Extra gear, complication, breakable parts, knots, hitches...more room for human error, or equipment failure.


http://portal.treebuzz.com/simple-lowerable-base-anchors-719


One (unnecessary) piece of hardware, requiring a tool (if you're 'anal'/ covering all your bases).

This simple system puts virtually no wear on your rope, and is the simplest for an emergency rescue by anyone, especially a novice/ untrained (but smart) person on the ground.

Different strokes. By no means my idea.
 
I usually don't work with any sort of trained ground help, for me I find it so much easier to use the base anchor sling to access the tree if I didn't isolate a limb, once I get up switch over to a canopy anchor on a take down, easy enough for anyone just to unclip the biner, and then I can deal with the tail ends, keeping the rope away from the ground help, which is the best practice for the help I get. Of course I shoot for canopy anchors first.
 
Is the whole tree dying or the top just dead? I don't like seeing lichen or moss growing that heavily on a tree. Always seems to be weak wood when covered like that
 
Not in this region Rich... we just get light rain pretty much all winter long up here and that stuff comes alive to the extent that our wintertime deciduous trees can be just as heavy of limb weight as when they're fully leafed out in the summer.
 
More shat at the base of the tree to get in the way or messed up IMO as well.
I still say, if you have to do it... Use a friggen porty. Brain dead simple.
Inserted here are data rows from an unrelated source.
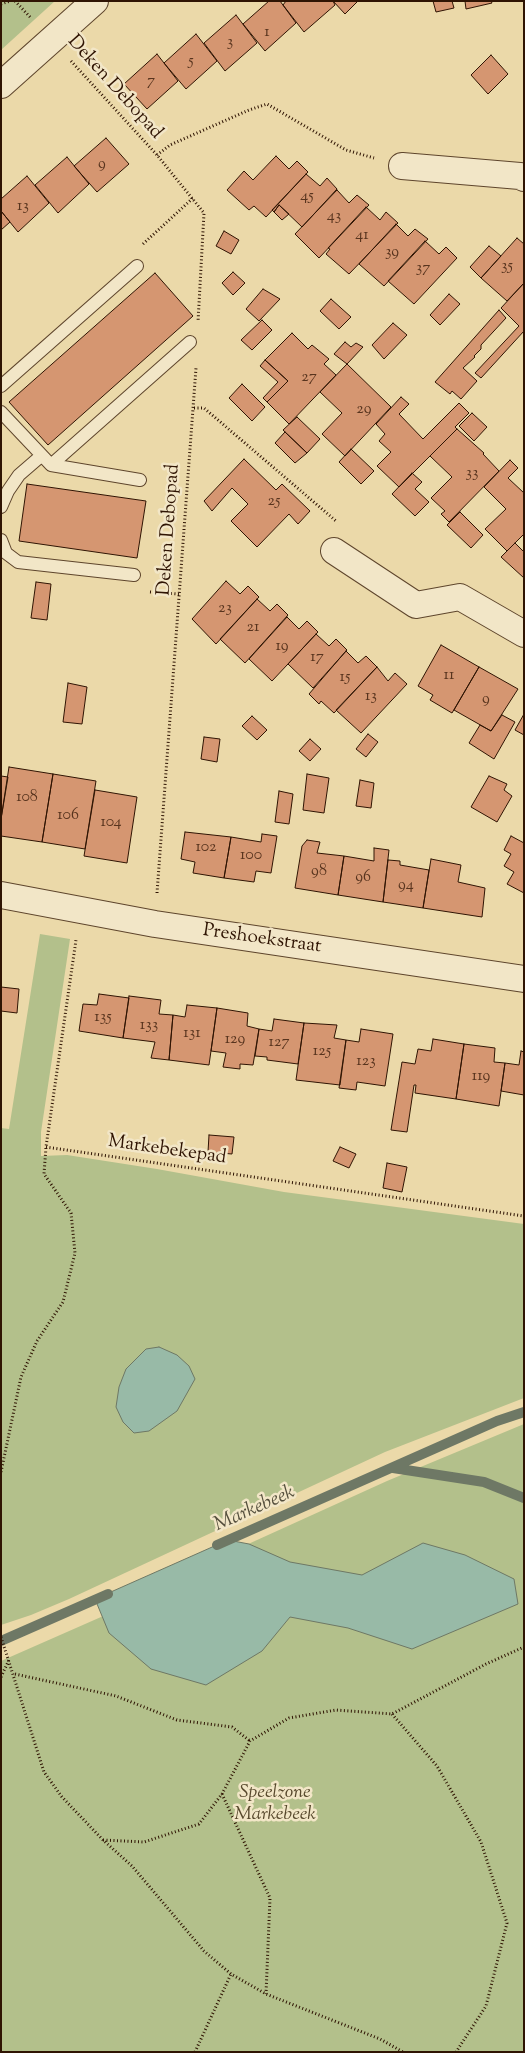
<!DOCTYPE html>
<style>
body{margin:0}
#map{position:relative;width:525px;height:2053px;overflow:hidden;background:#ebd9a9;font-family:"Sorts Mill Goudy",serif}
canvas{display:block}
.frame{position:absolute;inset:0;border:2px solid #2f1403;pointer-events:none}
</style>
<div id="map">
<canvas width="525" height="2053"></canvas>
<div class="frame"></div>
</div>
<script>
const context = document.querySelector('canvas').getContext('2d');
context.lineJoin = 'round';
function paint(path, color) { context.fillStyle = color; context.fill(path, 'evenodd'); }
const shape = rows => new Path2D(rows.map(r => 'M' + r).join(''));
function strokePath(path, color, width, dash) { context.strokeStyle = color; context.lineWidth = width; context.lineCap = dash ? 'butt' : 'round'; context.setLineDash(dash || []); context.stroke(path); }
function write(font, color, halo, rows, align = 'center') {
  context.font = font + ' "Sorts Mill Goudy",serif'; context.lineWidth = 5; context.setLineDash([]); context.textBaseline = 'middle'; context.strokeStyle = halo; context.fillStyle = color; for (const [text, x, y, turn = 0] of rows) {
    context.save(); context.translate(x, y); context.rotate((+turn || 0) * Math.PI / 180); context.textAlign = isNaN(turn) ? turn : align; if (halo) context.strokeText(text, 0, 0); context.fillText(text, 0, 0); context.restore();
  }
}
const green = shape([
 [1,1,55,1,1,50],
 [40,934,70,939,41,1132,41,1156,67,1155,157,1169,284,1192,524,1224,524,1398,385,1452,69,1599,31,1615,1,1625,1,1128,9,1129],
 [524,1424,524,2052,1,2052,1,1661,101,1617,180,1575,387,1481]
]);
const water = shape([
 [159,1347,177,1355,189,1366,195,1379,177,1411,149,1431,134,1433,123,1422,116,1407,119,1387,126,1369,146,1349,159,1347],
 [228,1540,249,1544,290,1562,362,1575,423,1543,465,1555,514,1579,518,1604,412,1649,348,1628,290,1617,262,1651,206,1685,151,1669,109,1633,95,1599,228,1540]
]);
const stream = shape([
 [393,1468,484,1482,524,1498],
 [217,1545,497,1421,524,1412],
 [1,1641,108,1594]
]);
const building = shape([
 [269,1,280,1,296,23,265,51,243,24,269,1],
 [286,1,333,1,335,5,304,32,283,5,286,1],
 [333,1,358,1,345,14,333,1],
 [433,1,452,1,454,8,436,12,433,1],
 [465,1,491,1,492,3,466,9,465,1],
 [236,15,257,43,225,71,204,43,236,15],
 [196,34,217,61,186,89,164,63,196,34],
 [157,54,178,81,147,109,124,84,157,54],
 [491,55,508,74,488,94,471,75,491,55],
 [106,138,129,164,97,192,74,166,106,138],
 [276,156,289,169,297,161,308,172,266,217,254,206,249,210,227,190,244,171,253,180,276,156],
 [67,157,89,184,58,213,35,185,67,157],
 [306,174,320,186,327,178,337,189,302,227,279,205,274,212,272,210,306,174],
 [27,176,49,203,18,232,1,211,1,199,27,176],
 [337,190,349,203,357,195,369,205,319,258,295,234,337,190],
 [279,205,289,214,282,220,274,212,279,205],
 [366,207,380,220,386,212,398,223,349,274,326,254,330,249,328,248,366,207],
 [1,211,10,222,1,230,1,211],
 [396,224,408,236,415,229,428,239,384,286,359,264,396,224],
 [224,231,239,240,231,254,216,246,224,231],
 [517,238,524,244,524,283,507,301,481,278,517,238],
 [425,241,439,254,446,247,457,258,414,304,388,281,425,241],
 [489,246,501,256,481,278,470,267,489,246],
 [233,272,245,283,233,295,222,283,233,272],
 [155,273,193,316,48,445,9,402,155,273],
 [524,283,524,331,481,378,475,373,519,326,501,308,524,283],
 [263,289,280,299,259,321,246,309,263,289],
 [449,294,460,304,440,325,430,315,449,294],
 [331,299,351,317,339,329,320,311,331,299],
 [499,310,506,318,481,345,481,349,474,356,475,357,463,368,477,381,461,399,452,391,450,394,435,382,499,310],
 [262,320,272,330,252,350,241,340,262,320],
 [393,323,407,335,384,359,372,345,393,323],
 [292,333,308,349,312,345,329,359,324,364,336,375,289,424,267,402,288,381,265,360,292,333],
 [345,342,351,347,356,343,363,347,347,364,334,354,345,342],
 [265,360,288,381,267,402,263,398,278,382,260,366,265,360],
 [347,364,391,407,345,456,322,434,342,413,320,392,347,364],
 [242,384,265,407,252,421,229,398,242,384],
 [401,397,409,404,399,414,423,439,459,403,469,413,455,427,457,429,399,487,377,466,391,452,379,441,385,434,376,424,401,397],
 [472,413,487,427,474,441,459,426,472,413],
 [297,417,320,439,307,453,283,430,297,417],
 [457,429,484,453,483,454,499,471,449,522,441,514,445,511,431,498,452,477,430,456,457,429],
 [285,432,307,453,295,463,275,443,285,432],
 [351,449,374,471,361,484,339,462,351,449],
 [244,459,276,490,282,484,310,511,298,524,289,514,257,547,231,521,248,504,232,488,212,511,204,501,244,459],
 [510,460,518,468,508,478,524,493,524,534,507,551,485,529,506,509,484,487,510,460],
 [412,473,422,482,415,489,429,502,415,516,392,494,412,473],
 [27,484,146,501,137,558,19,541,27,484],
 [460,512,483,535,471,548,447,525,460,512],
 [515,543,524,552,524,578,501,557,515,543],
 [226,581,240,594,248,586,259,597,216,644,192,619,226,581],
 [36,582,51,584,47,620,31,618,36,582],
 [257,599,270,611,277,604,288,615,245,663,220,639,257,599],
 [287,617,299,629,307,621,318,632,272,681,249,659,287,617],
 [316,634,329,646,336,639,347,650,313,688,288,664,316,634],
 [441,645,479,667,452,713,430,700,433,695,418,686,441,645],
 [346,651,358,663,366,656,377,667,334,713,321,701,319,704,309,694,346,651],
 [377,667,388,681,395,673,407,684,361,733,336,710,377,667],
 [479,667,518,689,491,731,454,710,479,667],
 [68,683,87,687,82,724,63,722,68,683],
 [524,714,524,735,515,730,524,714],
 [502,715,515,722,494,759,469,743,480,725,491,731,502,715],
 [252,716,267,730,257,740,242,726,252,716],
 [368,734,378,742,366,757,356,749,368,734],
 [204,737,220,739,217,762,201,759,204,737],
 [310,739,321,749,310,761,299,751,310,739],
 [9,767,53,774,42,842,1,836,1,819,9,767],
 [53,774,96,781,85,849,42,842,53,774],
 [307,774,329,778,324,813,303,810,307,774],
 [1,776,8,777,1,819,1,776],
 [489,776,507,784,504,790,512,796,497,822,471,807,489,776],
 [360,780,374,783,371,808,356,806,360,780],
 [95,790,137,797,127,863,84,856,95,790],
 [279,791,293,794,289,824,275,822,279,791],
 [185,832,231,837,224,878,193,873,195,862,181,859,185,832],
 [262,834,277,836,271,873,256,871,254,882,224,878,231,837,261,842,262,834],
 [511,836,524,843,524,893,507,884,514,872,504,866,511,854,504,850,511,836],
 [307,840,320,842,317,853,344,856,338,895,295,888,302,846,307,840],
 [374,848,389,850,383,902,338,895,344,856,374,861,374,848],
 [431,859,461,865,458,882,485,888,482,917,423,908,431,859],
 [388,860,400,861,400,865,429,870,423,908,383,902,388,860],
 [1,987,19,989,17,1013,1,1011,1,987],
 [99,994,129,998,123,1038,79,1031,83,1004,97,1005,99,994],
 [129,996,161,1000,159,1014,173,1015,169,1060,151,1058,155,1042,123,1038,129,996],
 [187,1005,217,1008,209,1065,169,1060,173,1015,185,1017,187,1005],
 [217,1008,248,1013,247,1026,259,1029,253,1065,240,1064,240,1069,223,1067,226,1053,211,1051,217,1008],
 [274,1019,304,1023,298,1064,267,1060,267,1057,255,1056,259,1029,272,1031,274,1019],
 [304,1023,337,1025,334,1038,346,1040,340,1085,296,1080,304,1023],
 [361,1029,393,1034,385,1086,357,1082,356,1090,339,1088,346,1040,359,1042,361,1029],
 [433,1039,464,1044,456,1099,415,1093,416,1085,414,1085,407,1132,391,1130,402,1062,415,1064,418,1049,431,1051,433,1039],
 [464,1044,495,1048,494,1062,505,1063,499,1106,456,1099,464,1044],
 [521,1051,524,1052,524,1095,501,1091,505,1063,519,1065,521,1051],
 [209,1135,234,1137,232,1154,208,1152,209,1135],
 [340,1147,356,1154,349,1168,333,1161,340,1147],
 [387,1163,407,1167,402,1192,383,1188,387,1163]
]);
const path = shape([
 [15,1,31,18],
 [1,4,10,1],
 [71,61,157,155,204,213,198,322],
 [157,155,170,145,249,110,267,104,346,150,374,158],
 [143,244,193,198],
 [194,408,204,408,336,521],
 [150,592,179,594],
 [157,893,196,368],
 [46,1147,524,1216],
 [1,1472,21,1377,37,1341,63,1302,75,1253,71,1213,44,1174,46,1147,76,940],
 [1,1637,44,1772,62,1797,103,1840,132,1866,204,1951,231,1974,266,1994,380,2039,403,2052],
 [15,1674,116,1696,177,1720,232,1727,250,1741],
 [1,1677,9,1660],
 [392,1714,437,1766,481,1842,507,1923,486,2006,456,2052],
 [222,1794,270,1898,266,1994],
 [103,1840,144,1842,199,1824,222,1794,250,1741,289,1718,336,1710,392,1714,486,1664,524,1647],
 [195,2052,231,1974]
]);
const service = shape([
 [1,386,137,266],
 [1,412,51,465,190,342],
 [51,465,140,480],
 [1,507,8,491,19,475,41,456],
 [1,540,6,553,18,562,134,575]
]);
const minor = shape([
 [1,85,95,1],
 [402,166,520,176,524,178],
 [334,551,416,605,460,597,524,634],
 [1,895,155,924,524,979]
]);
const numberNames = [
 ["1",267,33],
 ["3",230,43],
 ["5",191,62],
 ["7",151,82],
 ["9",102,165],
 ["45",307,197],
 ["13",23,207],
 ["43",334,217],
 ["41",362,236],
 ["39",392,253],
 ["35",507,267],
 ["37",423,269],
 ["27",309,378],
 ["29",364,410],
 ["33",472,474],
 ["25",274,502],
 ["23",225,609],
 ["21",253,628],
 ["19",282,647],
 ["17",317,658],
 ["11",449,676],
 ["15",345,678],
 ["13",371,697],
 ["9",486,700],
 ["108",27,798],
 ["106",68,816],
 ["104",111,823],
 ["102",206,848],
 ["100",251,856],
 ["98",319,872],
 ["96",363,878],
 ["94",406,886],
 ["135",103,1018],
 ["133",149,1026],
 ["131",192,1034],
 ["129",235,1040],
 ["127",279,1043],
 ["125",322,1052],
 ["123",366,1062],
 ["119",481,1077]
];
const streetNames = [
 ["Deken Debopad",114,88,48],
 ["Deken Debopad",170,530,-86],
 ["Preshoekstraat",262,940,8],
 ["Markebekepad",167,1151,8]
];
const parkNames = [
 ["Speelzone",275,1794],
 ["Markebeek",275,1816]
];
const waterNames = [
 ["Markebeek",255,1510,-24]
];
paint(green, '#b3c08b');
paint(water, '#98baa7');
strokePath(water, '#6e7865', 1);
strokePath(stream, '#6e7865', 10);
paint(building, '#d59671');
strokePath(building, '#2f1403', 1);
strokePath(service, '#5e452c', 14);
strokePath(minor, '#5e452c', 28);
strokePath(path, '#2f1403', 3, [1, 2.5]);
strokePath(service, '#f2e6c7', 12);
strokePath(minor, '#f2e6c7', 26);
write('16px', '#58341e', null, numberNames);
write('19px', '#2f1403', '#f2e6c7', streetNames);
write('italic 19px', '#57482c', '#f2e6c7', parkNames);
write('italic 20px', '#544e3c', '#f2e6c7', waterNames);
</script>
That it what I always think about! Why are SRT basal anchors so over complicated? We can lower down extremely heavy pieces of wood dynamically on a porty but no one wants to use them for an srt anchor? Why?
 
Old Maples always look like that up here. . . Agree it makes them suspect :/:

Two emergency call-outs in the last two days. Big Birch top over an old guys driveway blew out and hung up. Cool thing was he was taking bids from the Big Iron guys for their removal, so I could just spur the hell out of everything with no worries.

Tonight's homeowner wanted a hooked, dead Hemlock dumped into the woods away from his drive.

Cheers!
 
That it what I always think about! Why are SRT basal anchors so over complicated? We can lower down extremely heavy pieces of wood dynamically on a porty but no one wants to use them for an srt anchor? Why?

Because that is to simple.
 
A porty for a basal tie is unnecessary and lower performance than a simple wrap. The weight of the POW will drop the rope down, unless you complicate it more and tie the POW up. A POW is around $100+, plus a sling. For what benefit?

If I wanted to complicate it with hardware in the system, I'd use a munter-mule-overhand tie-off on a steel biner.

.02
 
Yup I'm a commie now. We were clearing for a creek project today and it was so nice being able to talk to the feller and the guy manning the chipper as I was bobcat boy. Borrowed two of them for the weekend to let Jason try them out. I think he'll tell me to order a pair for our " side " work.
 
Sweet Rich!

Easy Hemlocks growing out of nursery stumps today. How to spice up a boring removal? Just add yellowjackets in the nursery stump!